Aklimatisasi Anggrek


Tanaman in vitro yang akan dipindahkan ke lapang perlu proses pengadaptasian untuk mendukung daya tahan bibit yang disebut aklimatisasi. Planlet tersebut membutuhkan kondisi lingkungan yang hampir sama dengan lingkungan tumbuh sebelumnya yang telah tersedia hara lengkap dan berkelembaban udara optimal (Brainerd dan Fuchigami,1981).
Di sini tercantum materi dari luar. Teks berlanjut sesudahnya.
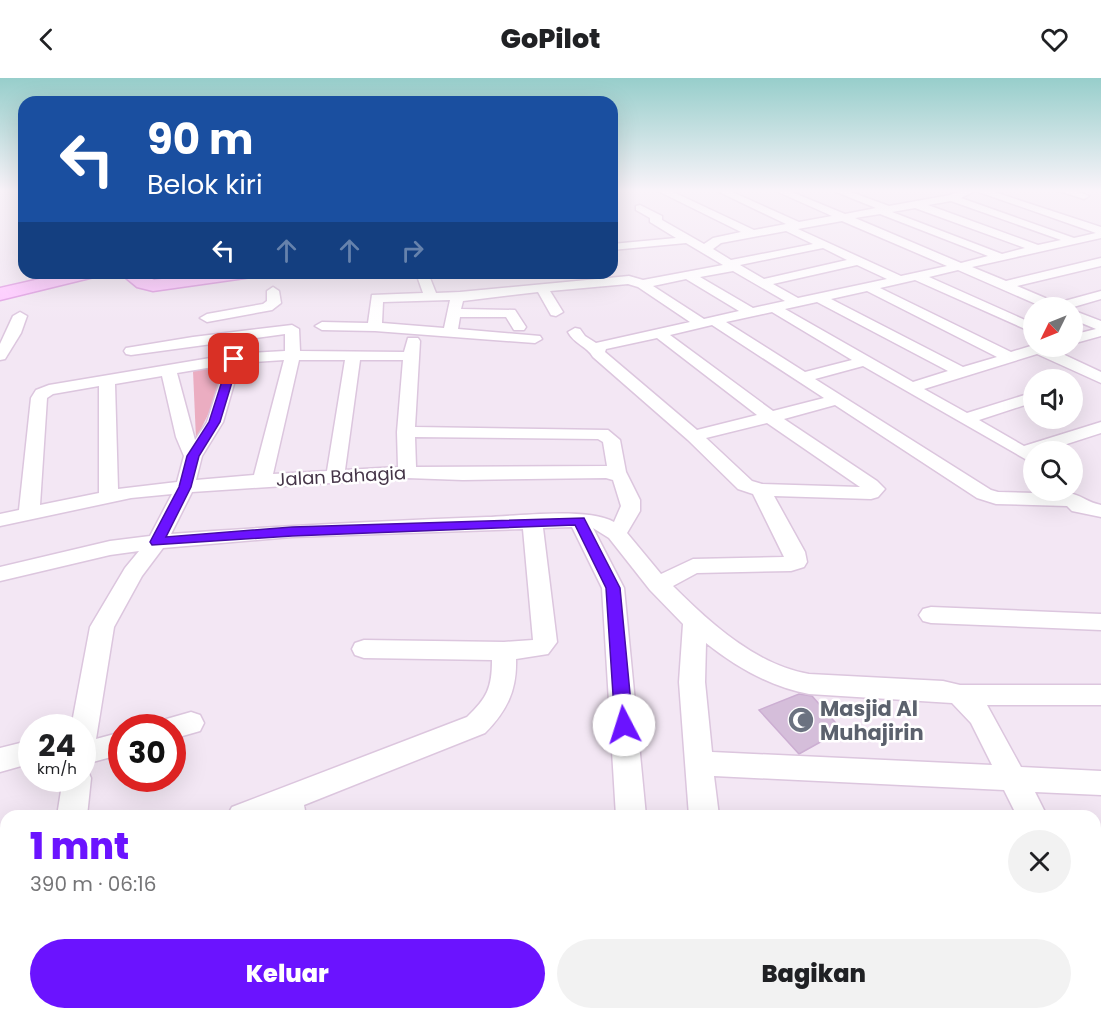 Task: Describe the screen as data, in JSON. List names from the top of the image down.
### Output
{
  "streets": {
    "street": ["Jalan Bahagia"]
  },
  "places": {
    "mosque": ["Masjid Al Muhajirin"]
  },
  "north": "bottom left",
  "page": {
    "header": "GoPilot",
    "turn": ["90 m", "Belok kiri"],
    "speed": "24 km/h",
    "limit": "30",
    "heading": ["1 mnt", "390 m · 06:16"],
    "buttons": ["Keluar", "Bagikan"]
  }
} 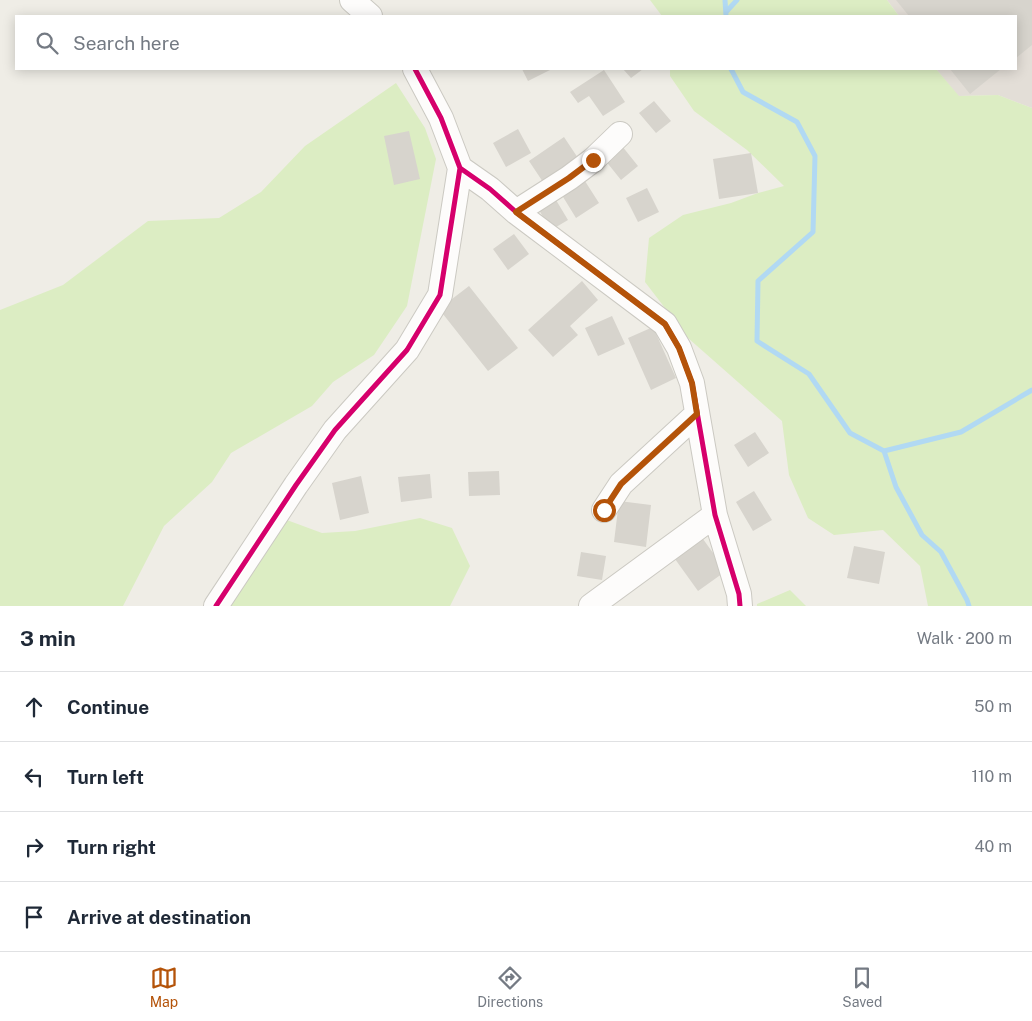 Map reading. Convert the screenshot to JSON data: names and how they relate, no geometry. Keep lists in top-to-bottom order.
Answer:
{
  "page": {
    "search": "Search here",
    "heading": ["3 min", "Walk · 200 m"],
    "list": [
      ["Continue", "50 m"],
      ["Turn left", "110 m"],
      ["Turn right", "40 m"],
      "Arrive at destination"
    ],
    "nav": ["Map", "Directions", "Saved"]
  }
}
Perubahan lingkungan heterotrof (in vitro) menjadi autotrof (lapang) menyebabkan bibit harus mendapatkan karbohidrat melalui fotosintesis (Pierik, 1987). Media yang cocok pada aklimatisasi akan mengurangi cekaman berat pada bibit saat dipindahkan ke lapang (Dessler, 1981).

Masa aklimatisasi ini memerlukan media beraerasi dan draenasi baik serta kelembaban yang cukup, bebas organisme pengganggu dan bahan berbahaya, cukup hara mineral dan memiliki bobot yang ringan (Hartmann dan Kester, 1983).

Cocopeat merupakan serabut kelapa yang sudah disterilisasi. Cocopeat bersifat menyimpan air. Penggunaan cocopeat dapat menghemat air karena penyiraman dapat dilakukan lebih jarang. Penyiraman dilakukan setelah media kering.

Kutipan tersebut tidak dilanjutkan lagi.